Whenever possible, it is best to address trust in the architecture to avoid needing to ask the user in the first place. No TUX is good TUX. However, when the user needs to get involved, the goal is “trust at a glance.” It’s unrealistic to think users will manually inspect a certificate or read every line of a privacy statement. We must find ways to increase the user’s confidence they are making a good trust decision while reducing their need to do all the leg work.
Creating great TUX is hard
Users come in with different goals, expectations, and experience. There may also be cultural differences in the way they interpret trust. When it comes to creating great TUX, “one size” unfortunately does not fit all. We need to understand what will really help a user when they are in the hot seat. In some cases, providing clearer guidance may help. In other cases, it’s a design issue and new, less complex controls need to be provided.
Form factor can also be an issue. While desktop systems typical have large displays to present a TUX, handheld devices like mobile phones have very little screen real estate available. Simply scaling down the TUX does not work.
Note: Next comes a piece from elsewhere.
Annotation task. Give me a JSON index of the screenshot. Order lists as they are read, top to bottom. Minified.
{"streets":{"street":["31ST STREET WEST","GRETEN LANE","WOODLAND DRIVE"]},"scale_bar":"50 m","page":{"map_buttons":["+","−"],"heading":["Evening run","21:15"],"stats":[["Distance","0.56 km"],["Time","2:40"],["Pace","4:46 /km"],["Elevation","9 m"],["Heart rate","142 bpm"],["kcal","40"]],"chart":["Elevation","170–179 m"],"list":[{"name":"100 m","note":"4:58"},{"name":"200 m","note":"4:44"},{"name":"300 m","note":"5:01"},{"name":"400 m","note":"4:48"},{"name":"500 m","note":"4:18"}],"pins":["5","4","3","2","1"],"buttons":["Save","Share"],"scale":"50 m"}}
Different approaches need to be taken.
Another challenge to highlight is habituation. For various reasons, many users have given up trying to fully understand the risks and have formed the habit of just clicking “Next, Next, Next” (when was the last time you read an end user license agreement?). It’s important to find ways to catch the user’s attention and guide their behavior to a safer outcome when it’s really needed.
Some users would rather not deal with the risk analysis and would like to simply “call a friend” or “poll the audience.” As in the real world, consulting outside advice from people, communities, and tools you trust can play a significant role in making better trust decisions (and can reduce anxiety). The ability to conveniently tap this information is often missing in the TUX that is presented. Establishing a common framework for providing reputation feeds could help users connect with advisors they trust.
The path to better TUX
TUX is a nascent discipline that draws from multiple domains (e.g. security, privacy, usability, accessibility, psychology and anthropology to name a few). Across the industry and academia, a number of TUX-related efforts are in play. For example, in 2007 we assembled a TUX Advisory Board of passionate experts from across the company to help product teams with their critical TUX and to hone and validate best practices. Microsoft Research has been a key partner. On the education front, some schools now offer study in this field (e.g. Carnegie Mellon University has a whole laboratory devoted to usable privacy and security).
As we and others investigate and mature this discipline, it’s important to leverage the great work that has already been done and to find ways to collaborate. The End to End trust discussion is one such forum for engaging in that dialog.
Our ability to make good trust decisions starts with a trustworthy system. As the End to End trust vision states, we need to build in trust from the bottom up (i.e. a trusted stack) -- and it will take a global village to harden critical infrastructure components like the Internet. Identifying and deploying common metaphors for establishing trust relationships and making trust decisions will help reduce the learning curve for users and enhance the overall safety of consumers and enterprises. It’s critical we continue to improve TUX, the last two feet of End to End trust.